PROBLEM DETAILS:
How many lines in the data below contain the word "column"? State only the number.

EXERCISE DATA:
-- -- --
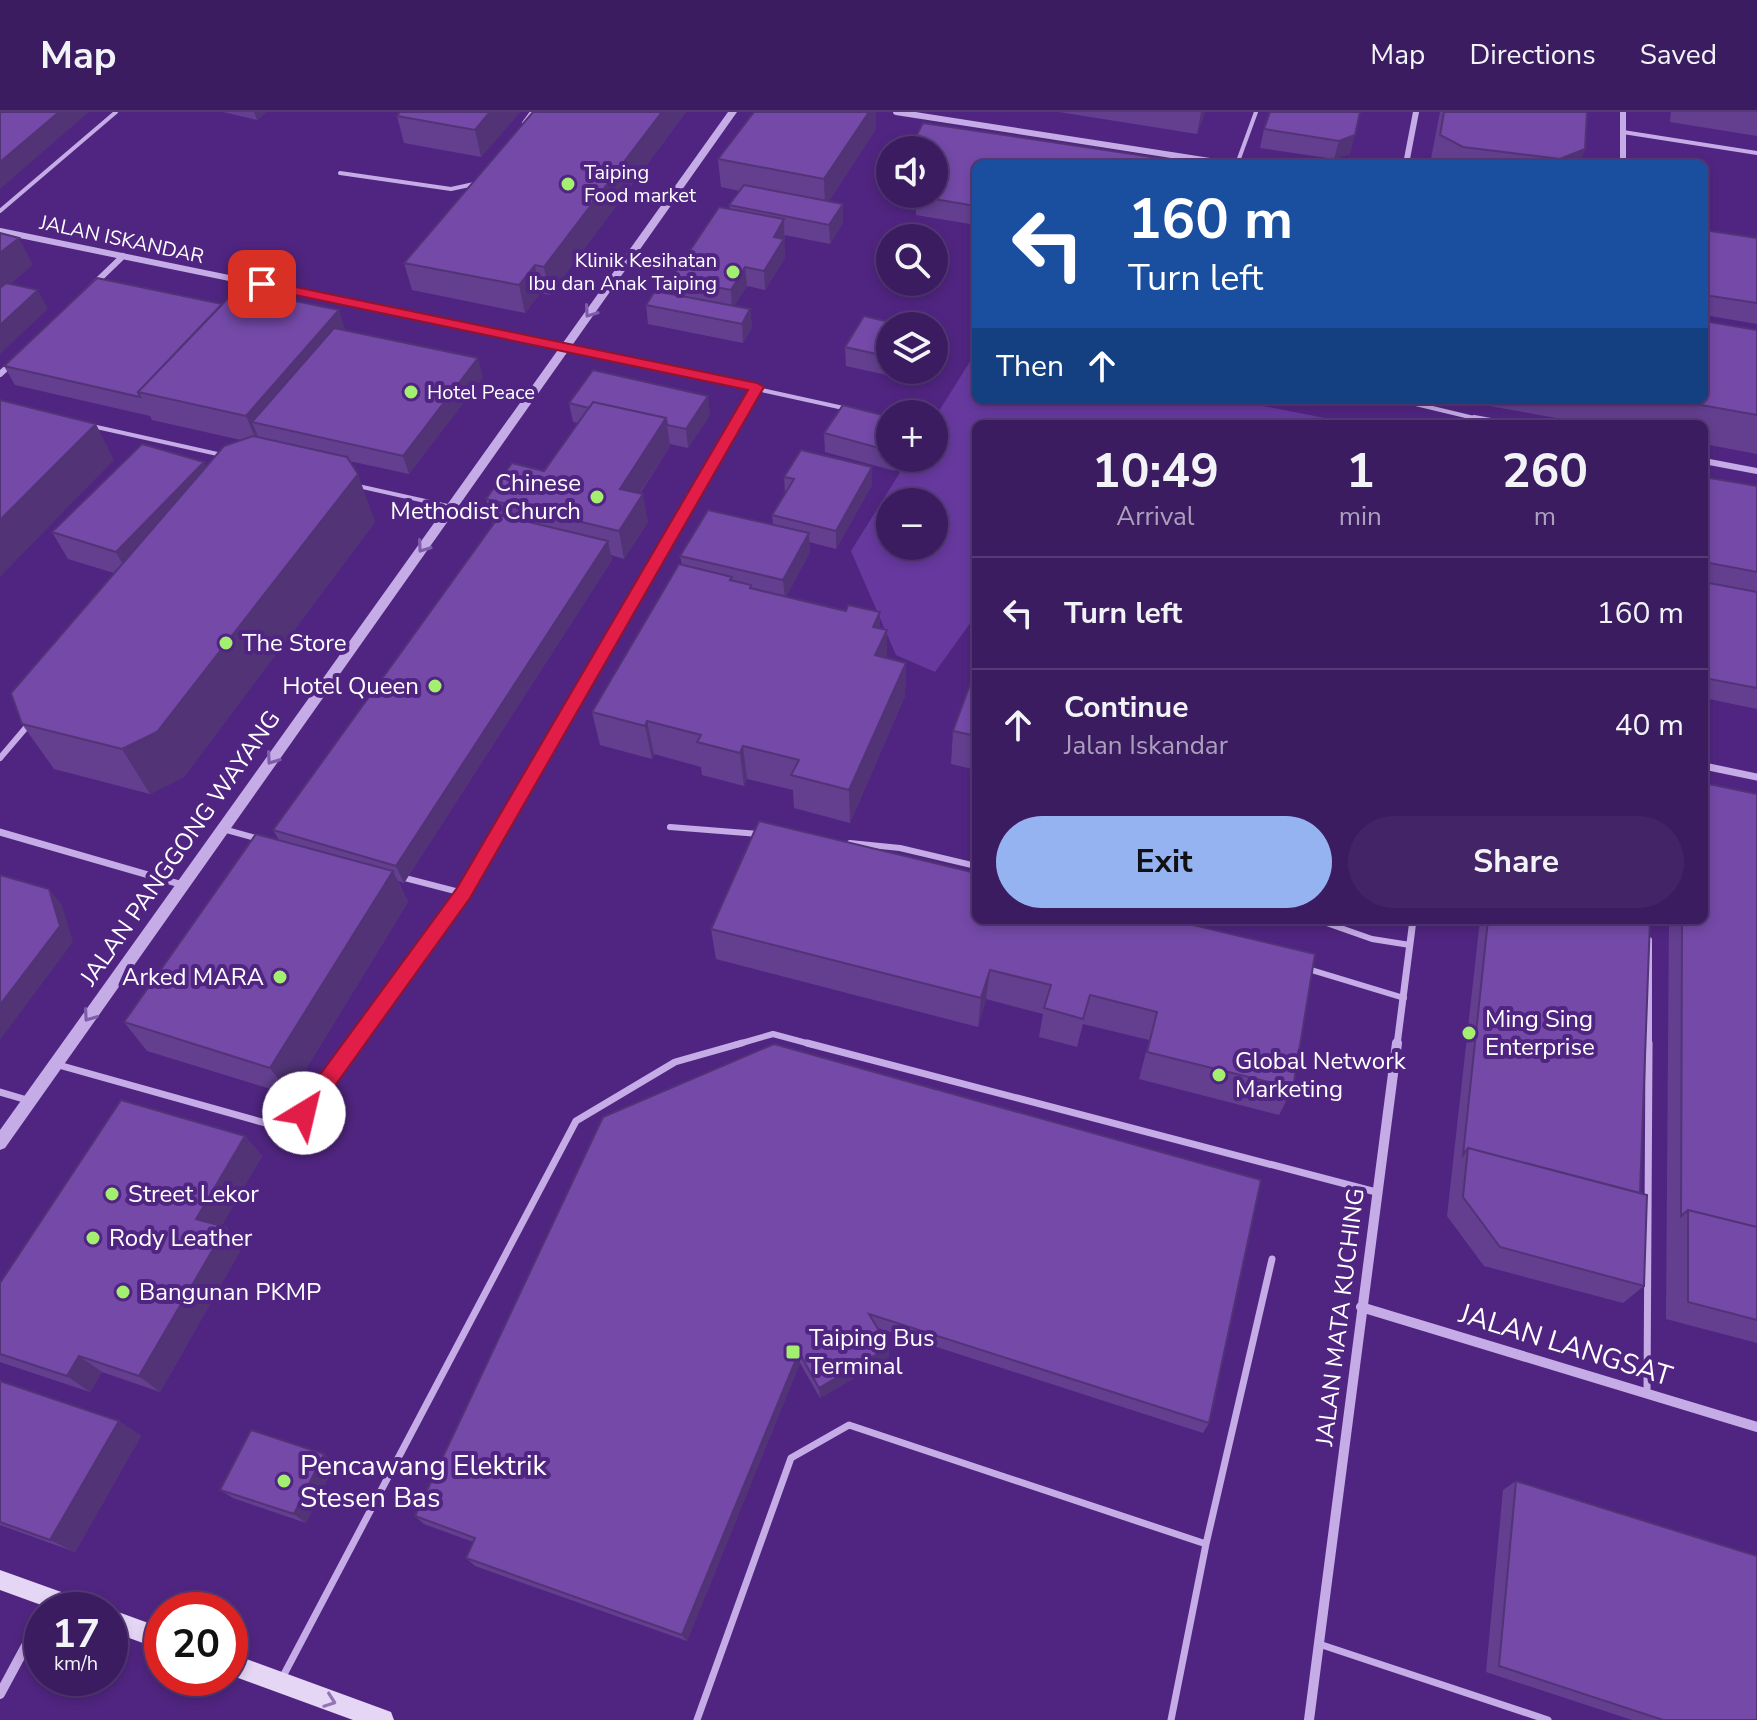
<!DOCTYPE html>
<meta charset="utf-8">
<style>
:root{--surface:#3c1c61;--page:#432567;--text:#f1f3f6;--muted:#aca1bd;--line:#553a76;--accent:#95b2f1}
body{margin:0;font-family:"Nunito Sans",sans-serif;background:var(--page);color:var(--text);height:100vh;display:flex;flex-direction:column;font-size:30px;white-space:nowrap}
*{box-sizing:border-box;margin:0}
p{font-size:26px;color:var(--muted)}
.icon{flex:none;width:44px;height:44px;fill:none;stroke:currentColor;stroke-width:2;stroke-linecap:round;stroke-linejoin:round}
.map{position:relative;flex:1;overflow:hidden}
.drawer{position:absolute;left:972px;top:308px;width:736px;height:504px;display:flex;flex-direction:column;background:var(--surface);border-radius:12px;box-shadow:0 4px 12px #0003,0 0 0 2px var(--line)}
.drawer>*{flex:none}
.hud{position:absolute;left:972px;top:48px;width:736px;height:244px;border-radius:12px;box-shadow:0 4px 12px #0003,0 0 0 2px var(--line);background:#1a4fa0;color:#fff;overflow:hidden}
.buttons{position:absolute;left:876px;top:24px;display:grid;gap:16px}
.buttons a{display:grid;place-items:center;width:72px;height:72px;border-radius:50%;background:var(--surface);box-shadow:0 4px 12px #0003,0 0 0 2px var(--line);font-size:40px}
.speed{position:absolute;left:24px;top:1480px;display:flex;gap:16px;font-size:40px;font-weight:700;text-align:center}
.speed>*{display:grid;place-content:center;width:104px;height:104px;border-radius:50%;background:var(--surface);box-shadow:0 4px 12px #0003,0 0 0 2px var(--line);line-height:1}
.speed small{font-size:20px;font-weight:400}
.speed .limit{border:12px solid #d22;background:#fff;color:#111}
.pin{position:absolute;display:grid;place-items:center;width:68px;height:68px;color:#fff;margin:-34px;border-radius:16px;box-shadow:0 4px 12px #0006}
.me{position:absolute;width:88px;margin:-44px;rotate:36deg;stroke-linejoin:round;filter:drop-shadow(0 0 6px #0008)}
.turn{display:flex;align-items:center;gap:28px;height:168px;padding:0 24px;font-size:36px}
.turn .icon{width:104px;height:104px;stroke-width:2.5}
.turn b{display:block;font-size:56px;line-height:68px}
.then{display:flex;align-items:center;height:76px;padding:0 24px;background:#0003;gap:16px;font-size:30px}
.eta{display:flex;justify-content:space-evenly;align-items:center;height:136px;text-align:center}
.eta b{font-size:48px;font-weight:700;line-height:56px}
.button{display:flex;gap:16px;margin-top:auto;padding:16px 24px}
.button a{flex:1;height:92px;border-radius:48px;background:var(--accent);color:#111;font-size:32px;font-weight:700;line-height:92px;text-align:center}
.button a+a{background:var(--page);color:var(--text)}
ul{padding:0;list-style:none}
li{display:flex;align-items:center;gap:24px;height:112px;padding:0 24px;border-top:2px solid var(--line)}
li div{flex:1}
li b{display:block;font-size:30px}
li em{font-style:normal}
header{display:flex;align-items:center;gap:48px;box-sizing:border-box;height:112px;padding:0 40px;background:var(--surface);border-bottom:2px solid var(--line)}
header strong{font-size:38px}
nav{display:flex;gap:44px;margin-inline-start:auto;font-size:28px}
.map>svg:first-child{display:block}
</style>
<header>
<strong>Map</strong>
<nav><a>Map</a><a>Directions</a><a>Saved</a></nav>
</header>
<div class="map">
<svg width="1757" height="1608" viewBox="0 0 1757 1608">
<rect width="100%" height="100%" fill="#502581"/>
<path fill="#67399f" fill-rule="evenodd" d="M976 240V288H1232L1330 307 1327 312H976V503L935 560 896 543 851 439 909 346H934V307ZM890 390H934V434H890Z"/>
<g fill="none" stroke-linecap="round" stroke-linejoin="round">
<path stroke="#c6ace7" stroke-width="4" d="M524 11 532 0
M1623 20 1757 41
M1237 52 1256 0
M340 61 451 77 474 72
M0 99 116 0
M566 235 848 297
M1399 288 1474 306
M92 314 222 343
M358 374 452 395
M680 408 757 275"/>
<path stroke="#c6ace7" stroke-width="6" d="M0 646 29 612
M670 715 759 722
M223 717 259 727
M850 731 900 736 976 754
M401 765 463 781
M1318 808 1372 827 1410 833
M1308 857 1404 886
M353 933 463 781 681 406
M735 933 773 922 814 933
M1649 933V828"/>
<path stroke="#c6ace7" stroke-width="7" d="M807 931 1376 1080
M55 952 276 1014C313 1005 334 960 355 931
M0 980 27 988
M1647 1281 1649 931
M1319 1532 1548 1608
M281 1568 576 1009 675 950 742 931
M697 1608 791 1346 849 1313 1206 1432
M1171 1608 1206 1432 1272 1147"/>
<path stroke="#c6ace7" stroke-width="6" d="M896 0 1229 52
M1623 0V52
M1406 52 1416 0
M0 119 566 235
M92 174 123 144
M0 262 13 250
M1473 312 1474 306 1507 312
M1704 349 1757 359"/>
<path stroke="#c6ace7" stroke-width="7" d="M1704 654 1757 665
M0 720 183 773
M1397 933 1413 808"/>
<path stroke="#c6ace7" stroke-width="10" d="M1361 1195 1757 1315
M0 1582 42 1504
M1309 1608 1397 931"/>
<path fill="#c6ace7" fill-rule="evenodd" d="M728 0H737L5 1036 0 1038V1018Z"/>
<path fill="#e5d6f6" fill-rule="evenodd" d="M0 1458 92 1491 96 1498H55L0 1478Z
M110 1497 162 1516V1538L110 1519Z
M230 1541 383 1597 391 1600 394 1608H353L230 1563Z"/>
</g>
<path fill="#643f90" d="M223 0H267L257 8Z
M520 0 481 45 404 31 397 4Z
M533 0H686L550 183 540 181 525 201 412 178 404 151Z
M754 0H876V17L829 89 843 111 830 132 785 123 784 128 785 146 765 178 747 174 734 194 750 197 752 216 743 231 648 212 646 193 673 183 671 167 730 97 729 93 740 79 721 75 718 47Z
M1059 0H1205L1197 22Z
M1360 0 1350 42 1334 47 1260 36 1264 17Z
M1440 0H1587L1585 37 1579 52H1430Z
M1671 0H1757V24L1670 10Z
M976 52V113L916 103V84Z
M1704 118 1757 126V212L1704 203Z
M915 209V214H890V258H920L914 269 846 254 845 235 894 211Z
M346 218 483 265 409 362 349 349 375 410 184 665 150 682 54 657 22 612 114 461 68 447 52 420 206 355 241 328 152 308 150 304 15 273 4 254Z
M1757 218V342L1704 332V312H1590L1455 288H1704Z
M569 291 710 303 688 336 670 332V334L640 382 648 410 624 447 611 443 612 448 404 771 398 769 408 790 290 983 147 939 124 910 279 728 273 718 493 413 486 387 544 359 578 311 573 310Z
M890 305V346H904L895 359 825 340 824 321Z
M784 365 872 373 836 437 809 430 810 440 786 485 887 518V546L906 551 905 584 850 711 794 696 793 678 747 667 744 674 702 663 701 655 654 642 652 647 600 633 592 600 682 453 680 444 773 413 772 403 785 381Z
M1704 365 1757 374V597L1704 586Z
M976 556V658L951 652 953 619Z
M1757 682V1231L1666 1207 1669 808H1704Z
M1172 808 1293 976 1279 1003 1139 967 1149 928 1083 912 1077 935 1039 925 1043 902 986 887 978 915 716 847 711 817Z
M1480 808H1650L1640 1081 1644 1174 1623 1191 1484 1154 1447 1104Z
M603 1005 1209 1311 1203 1321 878 1216 889 1246 820 1286 800 1251 687 1529 475 1454 466 1446 473 1430 424 1412 415 1404Z
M245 1024 262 1044 221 1114 226 1115 243 1134 160 1280 102 1260 90 1280 0 1250V1171Z
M0 1269 119 1309 141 1324 75 1440 0 1413Z
M324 1342 335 1352 306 1411 233 1386 220 1378Z
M1516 1369 1757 1608H1632L1486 1560 1503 1378Z"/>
<path fill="#513376" d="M59 0H89L0 77V50Z
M254 0H267L257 8Z
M490 0H520L481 45 475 18Z
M662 0H686L550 183 544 155Z
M869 0H876V17L825 95 824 67Z
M1201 0H1205L1197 22Z
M1355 23 1350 42 1334 47 1339 29Z
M1585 37 1579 52H1559L1560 47Z
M843 92V111L830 132 829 113Z
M784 107 785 146 765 178 764 159 774 125Z
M19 126 33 153 0 181V141Z
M535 153 540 181 525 201 519 173Z
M745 155 747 174 732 197 731 178Z
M38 178 48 197 0 242V213Z
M750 197 752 216 743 231 742 212Z
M339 198 348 226 252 310 260 329 258 332 246 304Z
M478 246 483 265 409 362 403 344Z
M914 258H920L914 269Z
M708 284 710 303 688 336 686 317Z
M666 306 670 334 625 404 620 377Z
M96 312 114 348 0 465V408Z
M895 346H904L895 359Z
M204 350 217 378 131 467 116 440Z
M872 355V373L836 437V419Z
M358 362 375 410 184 665 150 682 122 637Z
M643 382 648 410 624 447 619 419Z
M809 421 810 440 785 487 783 468Z
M608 429 612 448 404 771 396 754Z
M880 500V533L887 518V552L875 577 873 515Z
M906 551 905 584 850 711 849 678Z
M647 609 654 642 652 647 645 614Z
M743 634 747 667 744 674 740 641Z
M393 759 408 790 290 983 270 956Z
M49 777 62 793 73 830 0 928V893Z
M990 858 986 887 978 915 981 886Z
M245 1024 262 1044 215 1126 196 1107Z
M226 1115 243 1134 160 1280 139 1264Z
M889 1235V1246L820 1286 819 1276Z
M799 1240 800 1251 687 1529 682 1523Z
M79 1244 102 1260 90 1280 67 1264Z
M119 1309 141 1324 75 1440 50 1428Z
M324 1342 335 1352 306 1411 294 1402Z"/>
<path fill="#7449a8" stroke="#513376" stroke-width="2" d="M0 0H59L0 50Z
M400 0H490L475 18 397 4Z
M533 0H662L544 155 535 153 519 173 404 151Z
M754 0H869L824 67 718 47Z
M1270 0H1360L1355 23 1339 29 1264 17Z
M1444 0H1587L1585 37 1560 47 1463 35 1440 23Z
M923 11 1199 52H976V94L916 84 918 82H934V38H909Z
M744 73 843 92 829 113 729 93Z
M719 95 784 107 774 125 784 127 764 159 745 155 731 178 671 167Z
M1704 118 1757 126V191L1704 183Z
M0 121 19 126 0 141Z
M97 166 222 192 138 280 140 285 4 254Z
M6 171 38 178 0 213V176Z
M237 177 339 198 246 304 138 280Z
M655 179 750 197 742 212 646 193Z
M864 204 894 211 897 205 915 209 912 214H890V245L845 235Z
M1704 209 1757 218V303L1673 288H1704Z
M334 216 478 246 403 344 252 310Z
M593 258 708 284 686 317 667 313 666 306 593 290 589 296 569 291Z
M0 288 96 312 0 408Z
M593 290 666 306 620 377 643 382 619 419 486 387 512 351 544 359Z
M843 293 890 305V339L824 321Z
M253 324 347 345 358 362 157 620 122 637 22 612 11 581 224 334Z
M142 332 204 350 116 440 52 420Z
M801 338 872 355 836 419 772 403 794 367 784 365Z
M1704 365 1757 374V460L1704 450Z
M708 398 809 421 783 468 680 444Z
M500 403 608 429 396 754 273 718Z
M679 452 732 465 730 468 751 473 750 476 846 499 848 493 880 500 873 515 887 518 875 543 906 551 849 678 791 663 799 648 743 634 740 641 697 630 701 623 647 609 645 614 592 600Z
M1704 470 1757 480V576L1704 566Z
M976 556V624L953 619Z
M1704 671 1757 682V1115L1688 1098 1681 1104 1682 808H1704Z
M759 709 976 761V808H1172L1315 842 1293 976 1147 940 1157 900 1090 883 1083 907 1044 896 1051 873 990 858 981 886 711 817Z
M256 722 393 759 270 956 124 910Z
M0 763 49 777 60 814 0 893Z
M1488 808H1650L1640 1081 1468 1036 1463 1043Z
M774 932 1261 1068 1209 1311 869 1202 889 1235 819 1276 799 1240 682 1523 466 1446 475 1426 415 1404 603 1005Z
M121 988 245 1024 196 1107 226 1115 139 1264 79 1244 67 1264 0 1242V1171Z
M1468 1036 1647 1083 1644 1174 1500 1135 1463 1085Z
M1688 1098 1757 1115V1208L1688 1190Z
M0 1269 119 1309 50 1428 0 1410Z
M251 1318 324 1342 294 1402 220 1378Z
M1516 1369 1757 1444V1608H1663L1499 1554Z"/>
<defs><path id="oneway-chevron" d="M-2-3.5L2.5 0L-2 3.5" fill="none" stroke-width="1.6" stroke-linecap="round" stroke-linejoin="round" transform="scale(2)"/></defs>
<g stroke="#7f5baa">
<use href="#oneway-chevron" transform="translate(590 200) rotate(125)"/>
<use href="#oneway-chevron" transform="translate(423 435) rotate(125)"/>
<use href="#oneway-chevron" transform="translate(272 647) rotate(125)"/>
<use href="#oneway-chevron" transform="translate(89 904) rotate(125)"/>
</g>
<use stroke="#9375b6" href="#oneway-chevron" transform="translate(330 1589) rotate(20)"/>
<path fill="#e11d48" stroke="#92132f" stroke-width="2" d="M262 168 757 271 764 275 470 786 311 1007 304 1010 297 1007 294 1001 297 994 457 776 748 278 257 175 255 172Z"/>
<g fill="#a3f071" stroke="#502581" stroke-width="3">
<circle cx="568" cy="72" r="8"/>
<circle cx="733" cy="160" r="8"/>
<circle cx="411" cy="280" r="8"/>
<circle cx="597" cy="385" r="8"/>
<circle cx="226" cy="531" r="8"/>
<circle cx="435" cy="574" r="8"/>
<circle cx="280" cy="865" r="8"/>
<circle cx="1469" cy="921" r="8"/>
<circle cx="1219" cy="963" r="8"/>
<circle cx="112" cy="1082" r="8"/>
<circle cx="93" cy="1126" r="8"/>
<circle cx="123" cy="1180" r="8"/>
<rect x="785" y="1232" width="16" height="16" rx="4"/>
<circle cx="284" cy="1369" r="8"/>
</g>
<g text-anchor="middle" stroke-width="8" stroke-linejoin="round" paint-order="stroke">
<g font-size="20" fill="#fff" stroke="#502581" text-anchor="start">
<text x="584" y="67">Taiping<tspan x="584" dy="23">Food market</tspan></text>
<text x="717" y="155" text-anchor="end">Klinik Kesihatan<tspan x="717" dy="23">Ibu dan Anak Taiping</tspan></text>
<text x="427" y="287">Hotel Peace</text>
</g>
<g font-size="20" fill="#fff" stroke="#502581">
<text transform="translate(122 127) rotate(12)" y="7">JALAN ISKANDAR</text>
</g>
<g font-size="24" fill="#fff" stroke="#502581" text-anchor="start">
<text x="581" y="379" text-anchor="end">Chinese<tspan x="581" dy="28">Methodist Church</tspan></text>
<text x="242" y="539">The Store</text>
<text x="419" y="582" text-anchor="end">Hotel Queen</text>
<text x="264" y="873" text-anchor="end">Arked MARA</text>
<text x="1485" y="915">Ming Sing<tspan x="1485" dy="28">Enterprise</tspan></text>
<text x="1235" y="957">Global Network<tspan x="1235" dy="28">Marketing</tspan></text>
<text x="128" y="1090">Street Lekor</text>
<text x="109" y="1134">Rody Leather</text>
<text x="139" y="1188">Bangunan PKMP</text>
<text x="809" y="1234">Taiping Bus<tspan x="809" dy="28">Terminal</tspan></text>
</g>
<g font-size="24" fill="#fff" stroke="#502581">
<text transform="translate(180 736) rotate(-55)" y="8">JALAN PANGGONG WAYANG</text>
<text transform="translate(1340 1205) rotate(-83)" y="8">JALAN MATA KUCHING</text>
</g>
<g font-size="28" fill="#fff" stroke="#502581">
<text transform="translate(1566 1232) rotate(17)" y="10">JALAN LANGSAT</text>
</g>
<g font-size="28" fill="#fff" stroke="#502581" text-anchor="start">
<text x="300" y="1363">Pencawang Elektrik<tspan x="300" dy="32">Stesen Bas</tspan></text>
</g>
</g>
</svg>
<div class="buttons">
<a><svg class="icon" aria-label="sound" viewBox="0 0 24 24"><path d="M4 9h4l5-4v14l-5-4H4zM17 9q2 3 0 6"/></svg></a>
<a><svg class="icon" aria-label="search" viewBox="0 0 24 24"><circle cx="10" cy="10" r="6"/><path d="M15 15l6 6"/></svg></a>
<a><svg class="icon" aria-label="layers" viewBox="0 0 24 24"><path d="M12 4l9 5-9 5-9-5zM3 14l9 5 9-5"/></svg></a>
<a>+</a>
<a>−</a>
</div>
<div class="speed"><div>17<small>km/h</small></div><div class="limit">20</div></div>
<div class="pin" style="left:262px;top:172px;background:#d93025"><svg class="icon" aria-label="arrive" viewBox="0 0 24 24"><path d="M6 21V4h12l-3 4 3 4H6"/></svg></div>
<svg class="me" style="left:304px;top:1001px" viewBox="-20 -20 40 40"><circle r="19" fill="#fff"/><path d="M0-13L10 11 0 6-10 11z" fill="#e11d48"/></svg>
<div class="hud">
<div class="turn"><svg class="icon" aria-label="left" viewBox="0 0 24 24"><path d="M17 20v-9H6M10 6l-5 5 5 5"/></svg><div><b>160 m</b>Turn left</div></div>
<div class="then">Then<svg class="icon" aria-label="ahead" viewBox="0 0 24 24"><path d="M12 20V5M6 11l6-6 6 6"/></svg></div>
</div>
<section class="drawer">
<div class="eta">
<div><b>10:49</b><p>Arrival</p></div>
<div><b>1</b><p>min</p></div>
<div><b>260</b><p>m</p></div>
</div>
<ul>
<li><svg class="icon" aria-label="left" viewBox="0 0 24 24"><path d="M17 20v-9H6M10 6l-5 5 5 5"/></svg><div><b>Turn left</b></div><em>160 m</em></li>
<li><svg class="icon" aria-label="ahead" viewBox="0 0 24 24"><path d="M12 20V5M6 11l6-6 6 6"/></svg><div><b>Continue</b><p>Jalan Iskandar</p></div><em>40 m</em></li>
</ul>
<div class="button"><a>Exit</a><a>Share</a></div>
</section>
</div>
-- -- --
ANSWER:
2